When it comes to selecting a board, Pat Weber, owner and head coach at San Diego Surfing Academy, said size will vary depending on build and breed.
“You want a foam board that is big enough for your dog,” Weber said.
Fridono said she prefers a foam board instead of fiberglass because it allows the dog to “get a grip.”
Keep in mind other common beach dangers such as sunburn and stingrays, Weber added.
Dog surfing 101
“You don’t just grab your board and your dog and go into the ocean,” said Alyssa Neubarth, an instructor for Surf Diva’s Surf Pup program in La Jolla.
Dogs should already know basic commands such as sit, stay, heel and come. Even more important is a strong bond of trust between owner and animal.
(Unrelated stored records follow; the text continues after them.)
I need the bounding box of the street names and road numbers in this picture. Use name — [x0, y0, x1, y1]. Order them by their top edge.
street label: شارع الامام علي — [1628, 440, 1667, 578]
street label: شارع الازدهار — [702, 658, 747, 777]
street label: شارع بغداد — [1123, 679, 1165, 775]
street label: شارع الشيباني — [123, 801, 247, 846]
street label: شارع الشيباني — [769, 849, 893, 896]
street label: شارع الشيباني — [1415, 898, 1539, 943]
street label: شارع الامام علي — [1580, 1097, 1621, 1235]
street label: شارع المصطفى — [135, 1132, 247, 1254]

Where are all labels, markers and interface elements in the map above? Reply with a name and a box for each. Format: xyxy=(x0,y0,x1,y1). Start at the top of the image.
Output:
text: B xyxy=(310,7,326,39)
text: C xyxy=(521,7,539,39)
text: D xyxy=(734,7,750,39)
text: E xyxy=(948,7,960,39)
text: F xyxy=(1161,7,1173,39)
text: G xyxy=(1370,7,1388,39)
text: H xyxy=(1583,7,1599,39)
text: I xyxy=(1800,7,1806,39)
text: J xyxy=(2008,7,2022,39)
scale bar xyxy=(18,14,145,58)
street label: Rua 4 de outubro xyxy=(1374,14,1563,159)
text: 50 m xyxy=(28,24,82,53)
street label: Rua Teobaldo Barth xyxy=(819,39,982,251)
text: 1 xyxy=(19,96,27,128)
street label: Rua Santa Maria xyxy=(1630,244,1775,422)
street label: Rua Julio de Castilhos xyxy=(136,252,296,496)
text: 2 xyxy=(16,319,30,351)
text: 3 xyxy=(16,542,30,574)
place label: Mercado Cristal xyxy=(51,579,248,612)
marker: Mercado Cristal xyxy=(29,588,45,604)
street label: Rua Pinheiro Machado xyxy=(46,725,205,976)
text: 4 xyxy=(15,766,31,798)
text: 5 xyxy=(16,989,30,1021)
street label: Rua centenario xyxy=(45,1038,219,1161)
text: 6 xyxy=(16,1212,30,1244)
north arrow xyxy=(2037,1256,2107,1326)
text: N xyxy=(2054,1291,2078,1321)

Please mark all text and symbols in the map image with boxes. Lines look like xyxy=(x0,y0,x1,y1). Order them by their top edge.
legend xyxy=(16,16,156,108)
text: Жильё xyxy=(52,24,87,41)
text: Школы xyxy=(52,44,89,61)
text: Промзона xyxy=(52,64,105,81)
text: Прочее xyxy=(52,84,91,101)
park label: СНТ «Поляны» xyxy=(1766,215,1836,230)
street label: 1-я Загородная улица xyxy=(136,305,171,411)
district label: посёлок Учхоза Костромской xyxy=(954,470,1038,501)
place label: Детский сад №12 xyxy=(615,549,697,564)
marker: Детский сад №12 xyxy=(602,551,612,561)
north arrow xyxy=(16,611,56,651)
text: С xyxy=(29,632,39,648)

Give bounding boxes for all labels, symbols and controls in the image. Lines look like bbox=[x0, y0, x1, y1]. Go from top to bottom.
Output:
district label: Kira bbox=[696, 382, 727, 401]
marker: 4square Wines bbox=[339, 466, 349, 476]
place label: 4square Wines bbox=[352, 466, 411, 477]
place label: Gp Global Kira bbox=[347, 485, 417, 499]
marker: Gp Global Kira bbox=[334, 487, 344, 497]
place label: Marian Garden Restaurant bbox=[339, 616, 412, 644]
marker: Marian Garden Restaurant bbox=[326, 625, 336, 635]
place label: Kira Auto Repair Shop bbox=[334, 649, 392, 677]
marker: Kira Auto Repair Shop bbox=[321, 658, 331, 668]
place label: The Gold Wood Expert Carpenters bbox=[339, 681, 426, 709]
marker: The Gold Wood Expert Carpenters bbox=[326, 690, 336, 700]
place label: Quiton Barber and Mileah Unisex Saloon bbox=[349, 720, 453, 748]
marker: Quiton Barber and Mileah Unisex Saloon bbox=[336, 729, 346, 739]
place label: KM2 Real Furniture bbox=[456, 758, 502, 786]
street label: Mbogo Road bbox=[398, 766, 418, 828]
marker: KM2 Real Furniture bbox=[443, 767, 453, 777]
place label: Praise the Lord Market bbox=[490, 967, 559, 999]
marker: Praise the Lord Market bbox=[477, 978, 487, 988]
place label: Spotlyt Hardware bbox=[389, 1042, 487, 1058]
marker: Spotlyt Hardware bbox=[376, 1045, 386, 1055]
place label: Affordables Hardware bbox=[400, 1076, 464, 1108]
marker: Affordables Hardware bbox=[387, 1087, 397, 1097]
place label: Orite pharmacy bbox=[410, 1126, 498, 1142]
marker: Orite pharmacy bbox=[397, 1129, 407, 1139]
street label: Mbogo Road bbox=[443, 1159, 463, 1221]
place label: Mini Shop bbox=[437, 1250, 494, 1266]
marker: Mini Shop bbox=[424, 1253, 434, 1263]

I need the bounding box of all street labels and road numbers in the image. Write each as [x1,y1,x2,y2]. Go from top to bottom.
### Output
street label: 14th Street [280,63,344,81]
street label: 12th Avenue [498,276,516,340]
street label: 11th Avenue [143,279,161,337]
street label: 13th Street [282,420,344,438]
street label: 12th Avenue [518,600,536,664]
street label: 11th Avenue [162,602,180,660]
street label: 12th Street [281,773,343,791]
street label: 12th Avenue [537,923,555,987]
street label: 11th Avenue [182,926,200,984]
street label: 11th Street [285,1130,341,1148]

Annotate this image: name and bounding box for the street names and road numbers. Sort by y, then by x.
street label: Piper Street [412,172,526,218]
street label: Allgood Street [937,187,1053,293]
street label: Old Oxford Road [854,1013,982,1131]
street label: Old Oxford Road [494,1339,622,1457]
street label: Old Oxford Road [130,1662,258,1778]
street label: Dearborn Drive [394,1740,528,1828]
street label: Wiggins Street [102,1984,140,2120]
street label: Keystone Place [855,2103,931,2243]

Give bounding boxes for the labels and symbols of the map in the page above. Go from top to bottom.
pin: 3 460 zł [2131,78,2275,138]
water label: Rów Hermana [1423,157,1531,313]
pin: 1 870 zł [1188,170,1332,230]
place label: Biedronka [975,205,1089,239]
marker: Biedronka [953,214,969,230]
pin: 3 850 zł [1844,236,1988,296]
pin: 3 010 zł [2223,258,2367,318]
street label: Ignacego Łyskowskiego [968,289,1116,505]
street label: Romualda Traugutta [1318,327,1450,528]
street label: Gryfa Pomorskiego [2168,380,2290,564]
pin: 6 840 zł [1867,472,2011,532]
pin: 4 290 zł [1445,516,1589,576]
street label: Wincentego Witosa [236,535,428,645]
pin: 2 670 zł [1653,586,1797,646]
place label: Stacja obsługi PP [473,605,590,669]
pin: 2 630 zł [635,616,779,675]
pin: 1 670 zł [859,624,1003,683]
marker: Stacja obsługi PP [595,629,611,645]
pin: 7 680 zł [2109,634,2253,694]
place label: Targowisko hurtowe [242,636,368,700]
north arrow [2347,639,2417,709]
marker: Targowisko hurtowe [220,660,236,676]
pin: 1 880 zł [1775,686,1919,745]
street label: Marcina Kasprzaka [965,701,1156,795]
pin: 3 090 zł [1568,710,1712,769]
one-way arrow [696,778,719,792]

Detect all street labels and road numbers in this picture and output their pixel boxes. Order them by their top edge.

One technique Neubarth has found helpful in training dogs to stay on a surfboard is called “target” training. Create a target by marking an X on a small piece of carpet, then teach the dog to go to that spot. The carpet section can then be moved to various locations, including the board. Establishing the target command is especially useful when working on the water and the board becomes unsteady, Neubarth said.
Before investing too much time or money, Rob Kuty of San Diego Pet Training said it is important to determine whether or not your dog even likes the water.
“That’s only half the battle,” Kuty said. “The next step is building up a lot of confidence and encouraging and reinforcing and having your dog become best friends with the surfboard.”
Lay the surfboard on a stable surface, Kuty suggested, and every time your pet gets on the board, reinforce the behavior with praise, petting or a treat. Giving approval after the dog gets off the board is counterproductive.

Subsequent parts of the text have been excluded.